The rule aims to reduce the asymmetry of information among these institutions by establishing a minimum set of data and information that must be shared by them in their procedures and internal controls for fraud prevention.

Who is subject to the rule?

  • Financial institutions, payment institutions and other institutions authorized to operate by Bacen.
  • Administrators of purchasing consortia are expressly excluded from the scope of the resolution.
  • Institutions subject to the rule may participate in the sharing system both in terms of registration and access to registered data and information.

What must be shared?

  • Information identifying those who allegedly have carried out fraud or attempted to do so, according to available probable cause, when applicable. This verification, in turn, should occur from procedures and criteria defined and documented by the institutions in a way that is detailed and compatible with their risk profile, legislation and regulations in force. This includes, as a minimum requirement, the verification of data from systems, registers and other databases available for consultation.
  • The description of probable cause of the occurrence or attempt of fraud.
  • Information identifying the institution responsible for registering of the data and information.
  • The data of the recipient account and its holder if there has been a transfer of funds or payment.

The registry does not apply to confidential data and information - in the terms expressed in specific legislation - related to probable cause of laundering or concealment of assets, rights and valuables, and financing of terrorism.

Is it necessary for the customer to consent?
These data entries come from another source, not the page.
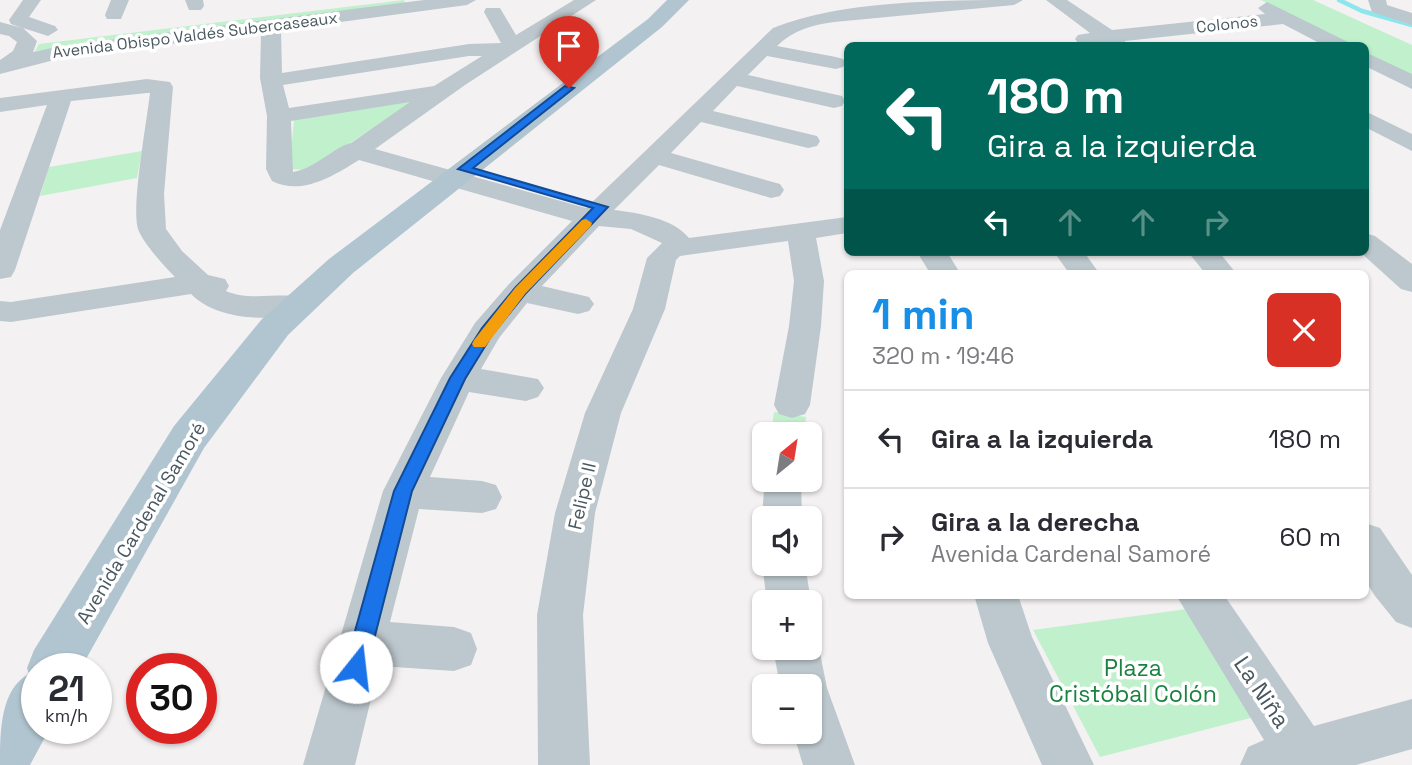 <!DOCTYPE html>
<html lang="es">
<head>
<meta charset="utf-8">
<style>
	:root { --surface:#fff; --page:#f7f7f7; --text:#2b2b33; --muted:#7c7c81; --line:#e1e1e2; --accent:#198ee6 }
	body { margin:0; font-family:"Space Grotesk",sans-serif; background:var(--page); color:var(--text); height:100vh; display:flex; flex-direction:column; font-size:26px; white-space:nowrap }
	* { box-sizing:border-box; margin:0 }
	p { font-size:23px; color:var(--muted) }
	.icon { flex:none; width:38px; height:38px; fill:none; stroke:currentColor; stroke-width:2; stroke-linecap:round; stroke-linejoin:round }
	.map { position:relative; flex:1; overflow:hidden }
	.side { position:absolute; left:844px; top:270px; width:525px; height:329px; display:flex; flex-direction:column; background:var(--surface); border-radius:10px; box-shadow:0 2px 5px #0004 }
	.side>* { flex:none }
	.hud { position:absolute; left:844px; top:42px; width:525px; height:214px; border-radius:10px; box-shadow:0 2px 5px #0004; background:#00695c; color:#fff; overflow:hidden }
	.needle { width:46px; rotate:30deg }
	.controls { position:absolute; left:752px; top:422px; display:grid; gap:14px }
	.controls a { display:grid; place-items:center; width:70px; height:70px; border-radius:10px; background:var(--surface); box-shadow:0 2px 5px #0004; font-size:35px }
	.speed { position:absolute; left:21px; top:653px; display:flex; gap:14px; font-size:35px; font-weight:700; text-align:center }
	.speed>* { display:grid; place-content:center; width:91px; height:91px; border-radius:50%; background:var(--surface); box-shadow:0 2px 5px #0004; line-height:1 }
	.speed small { font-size:18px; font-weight:400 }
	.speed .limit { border:10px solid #d22; background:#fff; color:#111 }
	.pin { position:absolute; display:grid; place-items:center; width:60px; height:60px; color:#fff; margin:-72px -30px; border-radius:50% 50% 50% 0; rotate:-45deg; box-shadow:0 0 7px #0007 }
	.pin .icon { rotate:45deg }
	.me { position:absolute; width:77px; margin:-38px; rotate:16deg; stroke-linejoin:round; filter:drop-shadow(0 0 5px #0008) }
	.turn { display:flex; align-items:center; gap:24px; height:147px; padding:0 28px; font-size:32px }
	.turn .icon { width:91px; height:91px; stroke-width:2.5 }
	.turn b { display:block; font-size:49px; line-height:60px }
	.lanes { display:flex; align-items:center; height:66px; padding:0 28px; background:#0003; justify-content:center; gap:35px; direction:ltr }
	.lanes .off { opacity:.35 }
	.round { display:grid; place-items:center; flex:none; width:74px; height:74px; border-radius:10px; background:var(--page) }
	.head { display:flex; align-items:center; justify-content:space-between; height:119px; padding:0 28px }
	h1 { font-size:42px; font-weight:700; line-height:52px; color:var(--accent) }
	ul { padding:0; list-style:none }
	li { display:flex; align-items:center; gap:21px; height:98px; padding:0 28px; border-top:2px solid var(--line) }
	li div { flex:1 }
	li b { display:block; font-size:26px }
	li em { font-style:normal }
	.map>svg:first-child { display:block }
	.green { fill:#c1f0cd }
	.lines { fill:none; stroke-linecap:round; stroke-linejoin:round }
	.stream { stroke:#8ee6ed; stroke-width:4.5 }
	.minor { fill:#bdc8ce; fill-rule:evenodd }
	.major { fill:#b1c5d0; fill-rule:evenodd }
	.route { fill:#1a73e8; stroke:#114b97; stroke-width:2 }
	.slow { fill:#f59e0b }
	.labels { text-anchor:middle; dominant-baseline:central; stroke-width:7; stroke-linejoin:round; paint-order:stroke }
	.far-street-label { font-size:16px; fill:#49585f; stroke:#fff }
	.street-label { font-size:19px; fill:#49585f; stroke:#fff }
	.near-park-label { font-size:23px; fill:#18823e; stroke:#fff }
	.near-street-label { font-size:23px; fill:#49585f; stroke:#fff }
</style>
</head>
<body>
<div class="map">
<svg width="1412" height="765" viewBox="0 0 1412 765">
	<rect width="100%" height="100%" fill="#f4f1f2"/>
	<path class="green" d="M404 0 406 5 35 51 39 44Z
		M1261 0H1313L1412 45V76L1365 52V46L1352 45Z
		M418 98 309 170 289 169 294 120Z
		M142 151 137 178 40 196 49 167Z
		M774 412 806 417 804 434H771Z
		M1187 609 1258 716 1100 757 1033 630Z"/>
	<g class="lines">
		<path class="stream" d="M1339 0 1362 11 1412 25"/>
		<path class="minor" d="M23 0H41L29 17 55 26 58 30 48 36 23 28 37 41 33 52 62 46 424 0H476L467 5 281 30 282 73 469 44 501 43 484 12 486 8H500L516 35 574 0H596L465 85 375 149 586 208 773 28C842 0 948 0 1023 0L1014 5 834 22C812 25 793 30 777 46L836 57 843 59 846 63 843 67 836 69 767 56 748 75 842 96 845 101 842 106 834 108 737 86 713 111 817 136 820 141 817 146 808 148 701 122 671 153 780 184 784 190 780 196 771 198 659 165 614 210C638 213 673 218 689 238L847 217V233L816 238 824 281 821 326 810 405 805 414 792 418 779 414 774 405 789 326 794 281 788 241 680 256 676 260 665 309 621 413 595 513 583 615 590 765H538L537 615 555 513 585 413 633 309 647 258 662 243 631 229 599 226 542 286 589 297 594 304 589 311 578 314 527 303 499 338 481 369 538 379 544 388 538 397 526 401 469 392 430 477 482 481 496 485 502 497 496 509 482 513 419 509 390 622 454 627 471 633 477 649 471 665 454 671 379 666 355 765H303L383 491 441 378 475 323 509 284 572 221 359 160C333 176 302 196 272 181L266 169 267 116 260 78 261 32 62 58 0 74V60L13 51 17 42 9 36 0 34V22L22 28 11 24 9 20ZM469 56H482L434 86 289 108 283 85ZM410 102 351 143C333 147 317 168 293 172L291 121Z
			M111 0H129L121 19H107L105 15Z
			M185 0H203L204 6 201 10H189Z
			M1046 0H1067L1112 30 1265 14 1258 8 1267 2 1348 42 1351 46H1325L1283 24 1125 41 1124 46 1078 43 1075 39 1078 35 1090 33Z
			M1368 0H1386L1387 5 1412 13V25L1372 12Z
			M1365 52 1412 74V89L1365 66Z
			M147 79 170 82 173 87 164 194 166 229 182 251 208 275 225 279 229 286 226 291C251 302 281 291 307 298L312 305 307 312C273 322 217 321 191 294L11 322 0 321V301L11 302 175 277C164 266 143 243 138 229 131 207 147 120 150 93H147L71 101 15 270 11 277 0 279V230L47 105 0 112V98Z
			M1369 113 1412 134V151L1365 127V114Z
			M1365 233 1375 236 1412 264V292L1401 289 1360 252H1365Z
			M917 252H947L960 273H930Z
			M1054 252H1084L1099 273H1069Z
			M1188 252H1219L1236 273H1205Z
			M765 475V480H801L802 518H765V525L762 518Z
			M1365 523 1380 528 1412 575V628L1396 622 1375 596 1365 580Z
			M765 559V564H805L811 602 810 604V602H767L762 564Z
			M974 595H1018L1032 637 1094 765H1042L988 643Z
			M1176 595H1224L1314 726 1412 699V749L1356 765H1240L1248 747 1264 740Z
			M810 631 819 648 827 688 855 765H803L793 732H810V686H780L773 648H810Z"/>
		<path class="major" d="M667 0H689L662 27 353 273 288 335 204 448 81 668H37V728H50L30 765H0C0 733 0 689 29 674L27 668 34 650 174 426 262 319 329 259 648 19Z"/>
	</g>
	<path class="route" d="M565 86 574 88 473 168 608 207 525 294 492 335 465 379 412 491 367 667 364 675 356 678 348 675 345 667 394 491 450 378 482 328 515 288 593 208 458 169Z"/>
	<path class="slow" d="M586 219 592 223 591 226 525 294 485 347H474L472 344 474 340 515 288 582 220Z"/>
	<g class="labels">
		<g class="far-street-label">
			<text transform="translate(1227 24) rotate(-6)">Colonos</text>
			<text transform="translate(195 35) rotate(-7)">Avenida Obispo Valdés Subercaseaux</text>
		</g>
		<g class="street-label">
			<text transform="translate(582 496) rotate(-77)">Felipe II</text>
			<text transform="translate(141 523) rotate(-59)">Avenida Cardenal Samoré</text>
		</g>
		<g class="near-park-label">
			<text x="1133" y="668">Plaza<tspan x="1133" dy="26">Cristóbal Colón</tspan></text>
		</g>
		<g class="near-street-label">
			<text transform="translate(1262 692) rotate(56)">La Niña</text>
		</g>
	</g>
</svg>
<div class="controls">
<a><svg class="needle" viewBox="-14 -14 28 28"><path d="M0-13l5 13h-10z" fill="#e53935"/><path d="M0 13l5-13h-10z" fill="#7c7c81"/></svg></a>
<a><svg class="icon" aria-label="sound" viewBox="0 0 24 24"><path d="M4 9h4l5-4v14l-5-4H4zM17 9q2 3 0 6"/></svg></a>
<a>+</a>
<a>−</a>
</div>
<div class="speed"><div>21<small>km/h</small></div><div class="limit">30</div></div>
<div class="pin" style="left:569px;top:88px;background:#d93025"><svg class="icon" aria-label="arrive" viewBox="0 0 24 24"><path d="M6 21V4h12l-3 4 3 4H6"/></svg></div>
<svg class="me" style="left:356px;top:667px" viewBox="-20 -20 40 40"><circle r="19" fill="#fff"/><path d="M0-13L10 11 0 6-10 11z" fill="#1a73e8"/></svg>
<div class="hud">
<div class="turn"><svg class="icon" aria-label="left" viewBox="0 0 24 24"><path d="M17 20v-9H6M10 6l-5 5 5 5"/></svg><div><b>180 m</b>Gira a la izquierda</div></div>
<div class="lanes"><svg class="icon" aria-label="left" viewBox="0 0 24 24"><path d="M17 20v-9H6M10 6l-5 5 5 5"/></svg><svg class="icon off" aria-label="ahead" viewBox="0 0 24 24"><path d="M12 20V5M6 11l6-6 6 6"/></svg><svg class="icon off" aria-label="ahead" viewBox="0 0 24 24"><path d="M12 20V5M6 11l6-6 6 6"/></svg><svg class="icon off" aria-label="right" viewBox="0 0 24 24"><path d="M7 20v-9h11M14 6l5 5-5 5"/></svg></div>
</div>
<section class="side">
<div class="head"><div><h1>1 min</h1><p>320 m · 19:46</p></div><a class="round" style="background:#d93025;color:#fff"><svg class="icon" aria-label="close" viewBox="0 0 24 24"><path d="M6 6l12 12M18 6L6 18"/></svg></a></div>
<ul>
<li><svg class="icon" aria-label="left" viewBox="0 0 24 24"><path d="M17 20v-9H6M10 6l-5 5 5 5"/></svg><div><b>Gira a la izquierda</b></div><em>180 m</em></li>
<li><svg class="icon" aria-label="right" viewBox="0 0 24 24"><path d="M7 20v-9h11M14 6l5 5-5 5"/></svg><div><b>Gira a la derecha</b><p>Avenida Cardenal Samoré</p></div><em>60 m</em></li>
</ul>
</section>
</div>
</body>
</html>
  • Institutions must obtain prior and general consent from the customer with whom they have a relationship to record their data and information for the purpose of processing and sharing information on probable cause of fraud under the terms of the resolution.
  • Consent may be included in the agreement signed between the customer and the institution, in a highlighted clause, or obtained through another valid legal instrument. In both cases, the documentation must be made available to Bacen.
  • The provisions of the resolution do not remove the duty of confidentiality, protection of personal data and free competition to be observed by the institutions.

How will data be shared?

The resolution provides for the implementation and use of an electronic system that allows, as a minimum requirement, for the registration of data and information on probable cause of occurrence or attempted fraud identified by the institutions, as well as their alteration, removal and consultation.

  • Sharing must also observe the principles listed in the standard, which include security and privacy, as well as full and non-discriminatory access by institutions to the system's functionalities.
  • Joint Resolution 6/23 also establishes security, data protection and interoperability requirements to be observed by the institutions. Among them, it is worth mentioning the need to identify and segregate the data recorded by means of physical or logical controls, as well as to adopt a single and common communication standard that allows the system functionalities to be executed.
  • Institutions must also adopt control mechanisms to ensure effective compliance with the resolution, including the definition of processes, tests and audit trails, metrics and indicators, as well as the identification and correction of any deficiencies.
  • The institution may hire third parties to provide the data sharing service, remaining responsible for compliance with the resolution and for observing the applicable regulations (mainly Bacen Resolution 4,893/21, concerning the contracting of data processing and storage and cloud computing services).

Roles of Bacen

  • Institutions must share with Bacen documentation about the electronic system and compliance with the requirements applicable to its implementation - including security, data protection and interoperability.
  • The data shared by the system and the documentation containing the criteria and procedures for identifying the person possibly responsible for the fraud attempt must remain available for ten years.
  • Data, records, and information about the application of the system's control mechanisms must remain available for five years from each application of the controls.
  • Bacen may adopt the necessary measures for executing the resolution, such as establishing additional functionalities for the electronic system, observing the minimum content expected, and detailing the parameters on service level agreements in the execution of the functionalities.
  • Compliance with the provisions of Joint Resolution 6/23 does not exempt the institution from the responsibility to carry out procedures and controls for fraud prevention provided for in the regulations in force or to report information on fraud to the competent authorities, as provided for by law.